SC personnel information =
{(confidentiality, M), (integrity, M), (availability, L)}
SC administrative information =
{(confidentiality, L), (integrity, L), (availability, L)
The resulting categorization of the file server would be the highest level of categorization for each type of information or data on it.
SC file server =
{(confidentiality, M), (integrity, M), (availability, L)}
Which would mean that the file server is categorized as Moderate.
This is probably the most consuming part of the process.
The categorization process should shed light on what each server is doing. This is an opportunity to identify those that should be repurposed to reduce its functionality where possible, i.e., system functional isolation.
Once you have your servers categorized, you can establish new system boundaries. These boundaries are basic logical groupings of each category and help you better understand your environment.
Once you have those boundaries, you must take the time to perform two critical functions (i.e., network functional isolation):
The biggest mistake organizations make that allow for this level of compromise is a systematic failure of how roles, the associated responsibilities, and access are managed.
The new server categories present an opportunity to review how its roles / responsibilities are designed and implemented. It should force you to ask tough questions around who needs access to what systems. It should also force you to asses how information flows between the various system boundaries.
A basic construct would ensure that communication between systems is not allowed across different levels at a minimum, but should introduce additional controls (e.g., firewalls, access constraints, MFA) within boundaries as well.
This is also a great time to spend time on access control itself. What level of authentication is being employed?
The more critical a system, the important it is to ensure appropriate checks and balances are introduced. This is where things like Multi-Factor Authentication (MFA) become extremely important. If you’re interested to learn more about MFA, I encourage you to read the series of articles prepared by my friend Jesper Johansson on the subject.
The first three steps help you design and implement a plan of action based on the first four steps of this process.
This approach highlights the sequencing of events. It identifies how specific environments should go live.
Servers that are deemed critical, based on your categorization calculation, should not go live with a new OS, while those that are deemed less impactful to the business have the ability to go live with backups.
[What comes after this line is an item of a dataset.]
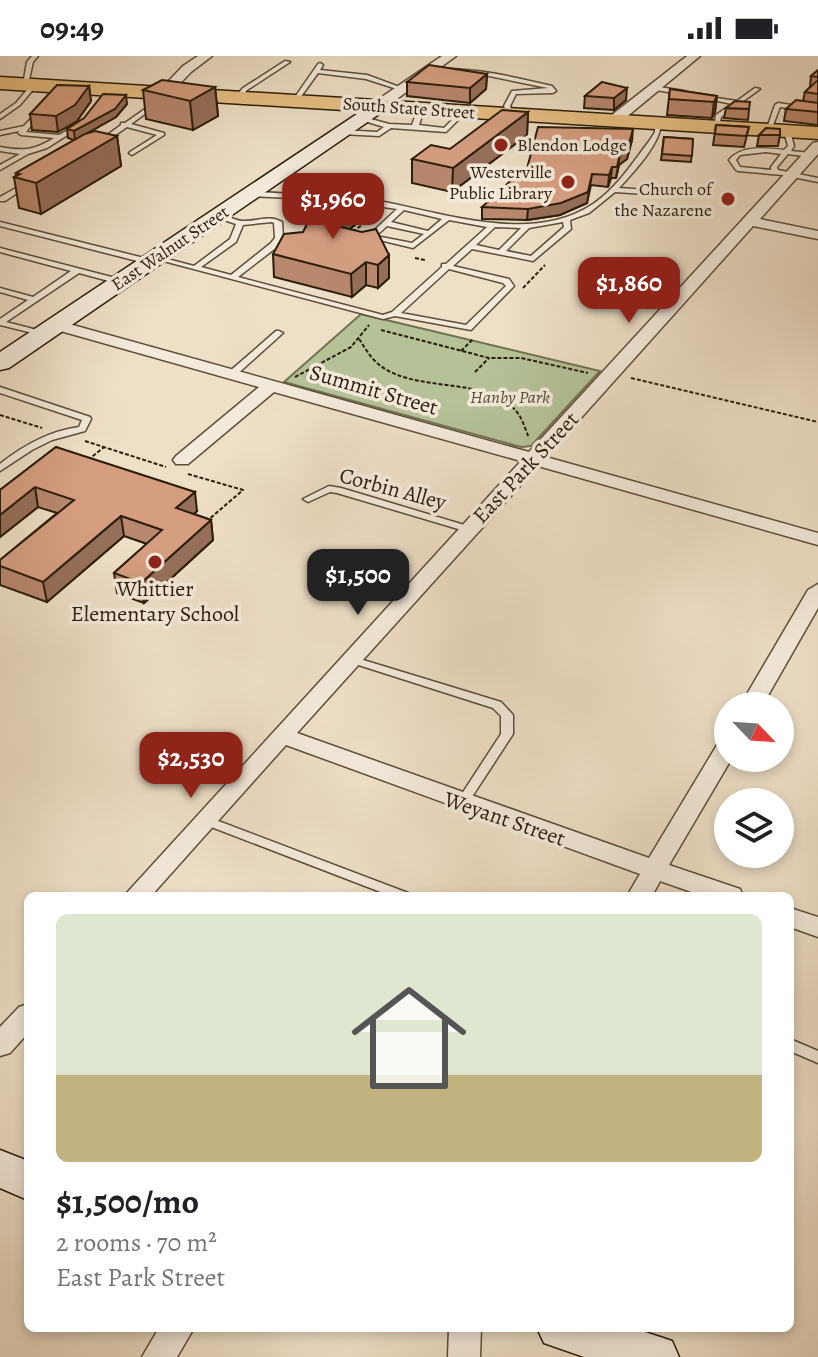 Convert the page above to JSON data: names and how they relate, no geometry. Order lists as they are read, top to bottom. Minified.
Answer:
{"streets":{"main road":["South State Street","East Walnut Street"],"street":["Summit Street","East Park Street","Weyant Street"],"lane":["Corbin Alley"]},"crossings":[["South State Street","East Walnut Street"],["East Walnut Street","Summit Street"],["Summit Street","East Park Street"],["East Park Street","Corbin Alley"],["East Park Street","Weyant Street"]],"parks":["Hanby Park"],"places":["Blendon Lodge","Westerville Public Library","Church of the Nazarene","Whittier Elementary School"],"north":"bottom right","page":{"status":"09:49","price":["$1,960","$1,860","$1,500","$2,530"],"list":[{"name":"$1,500/mo","note":"2 rooms · 70 m² · East Park Street"}]}}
This approach provides your business a very practical system that helps balance the potential risk and the need for business continuity.
As security professionals the business does not serve us, we serve it. We must educate and inform those responsible for the business, and it’s our responsibility to adapt and help come up with creative solutions that help align to the ultimate objective – run the business.
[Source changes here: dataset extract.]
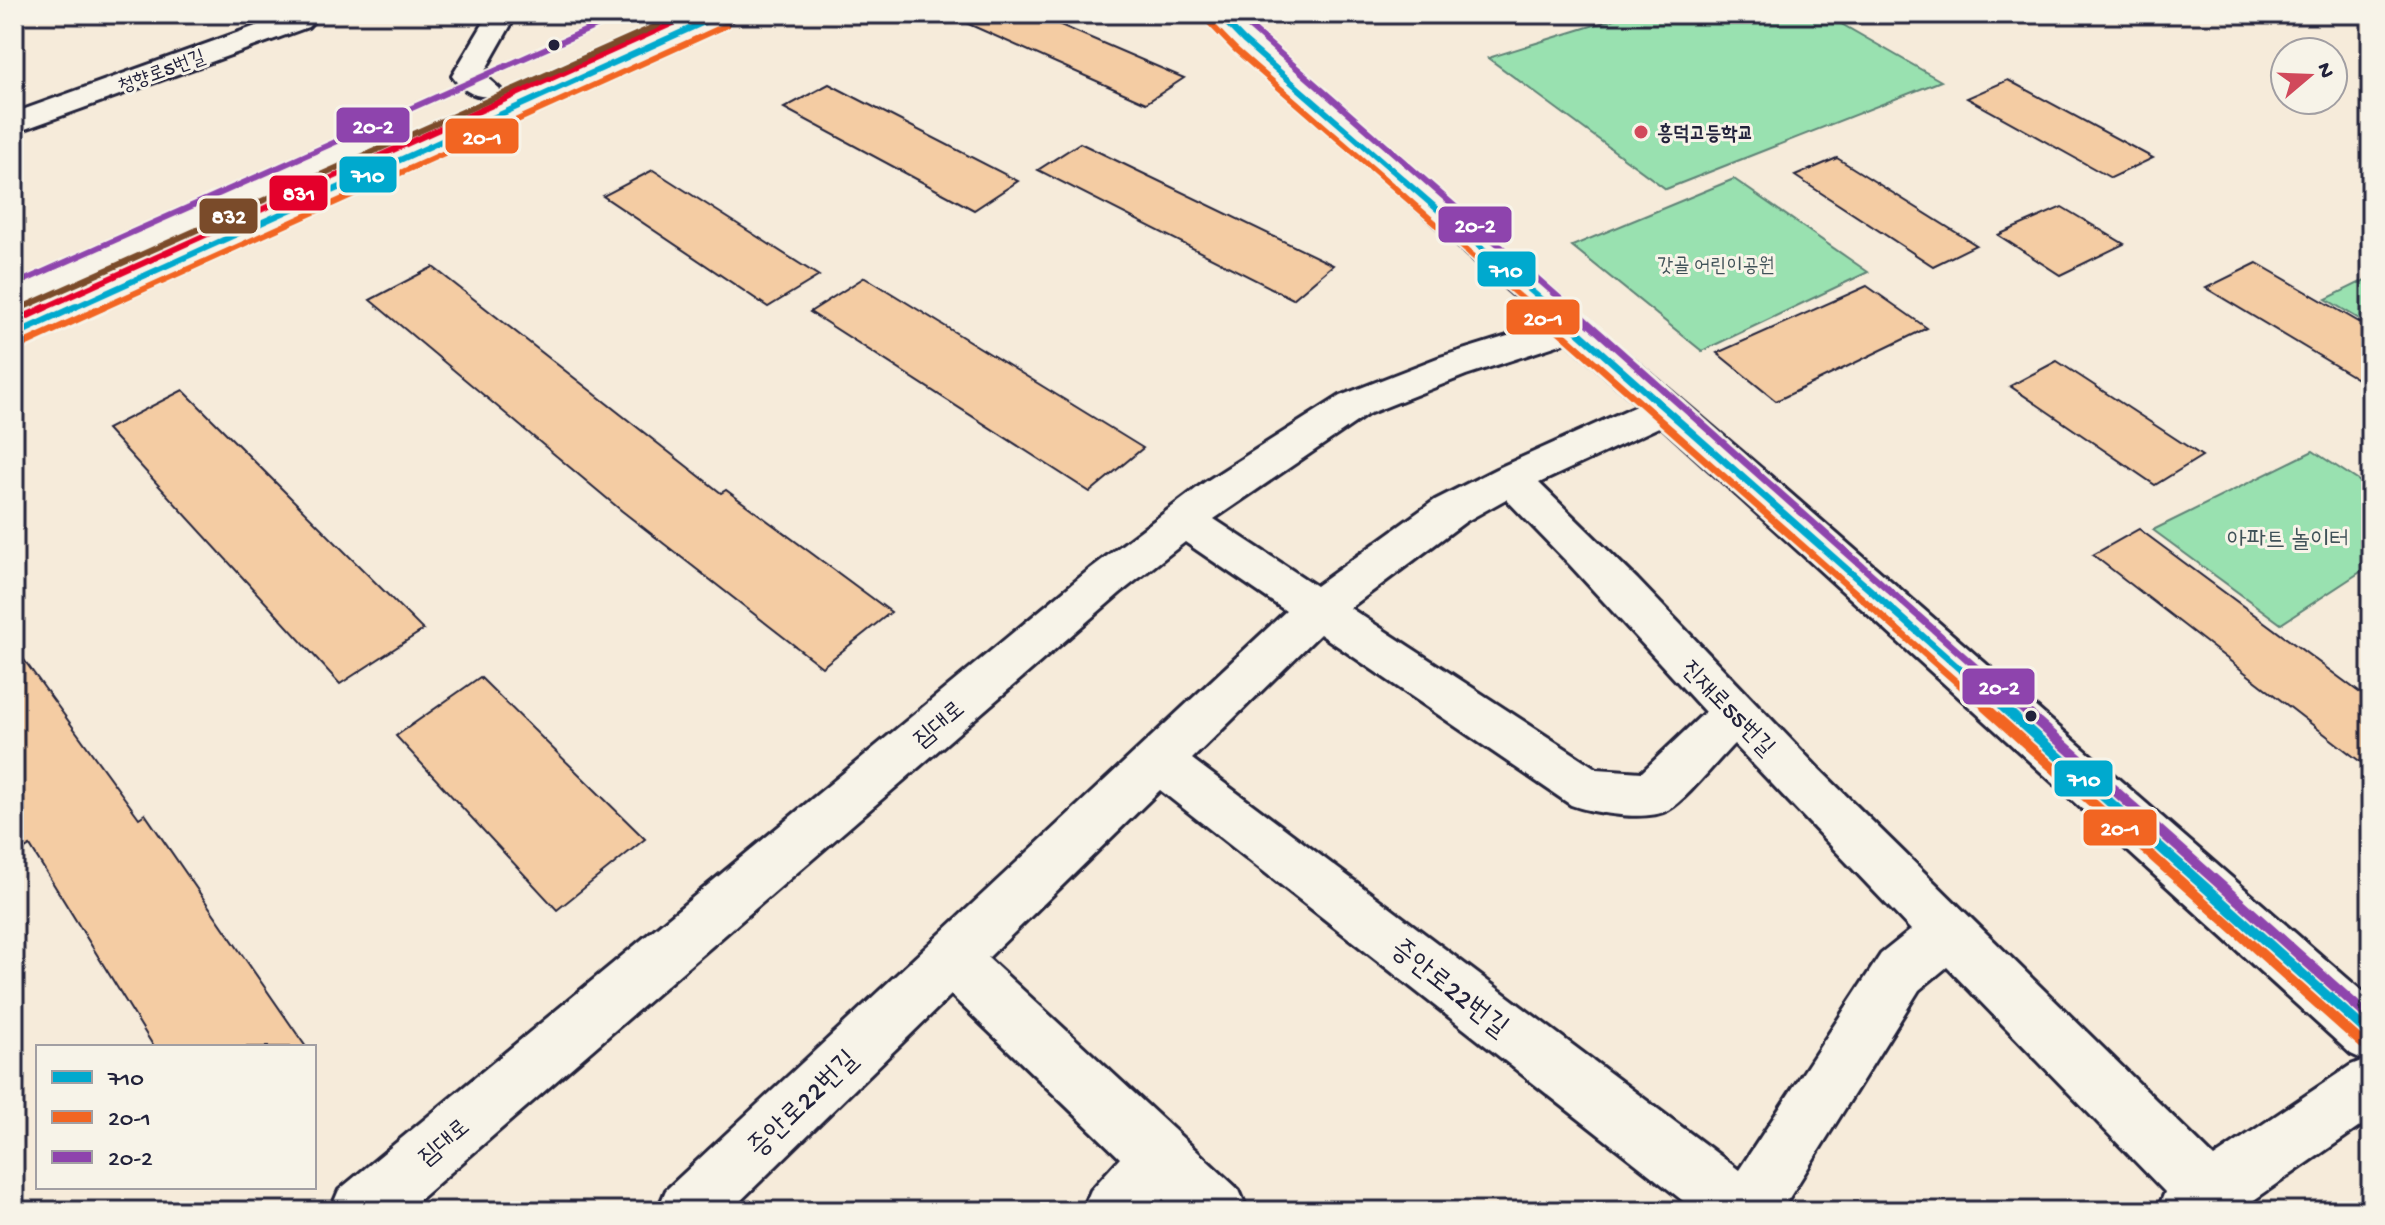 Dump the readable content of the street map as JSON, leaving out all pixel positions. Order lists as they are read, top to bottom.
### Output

We must not be rigid in our thinking, instead we should tailor our ideas accordingly. In the world of security we will rarely have enough information.
The scenario above helps illustrate what this means.
Both consultants were right in the desired outcomes, but wrong in the absolute nature of the proposed sequence of events. Taking into consideration the full scope of the compromise, and state of the business, helps us create unique approaches that helps achieve the same outcome over a period of time, while also helping to reduce the risk of a new compromise.
When we work in a world of unknowns all we can do is make the best possible decisions under the current circumstances.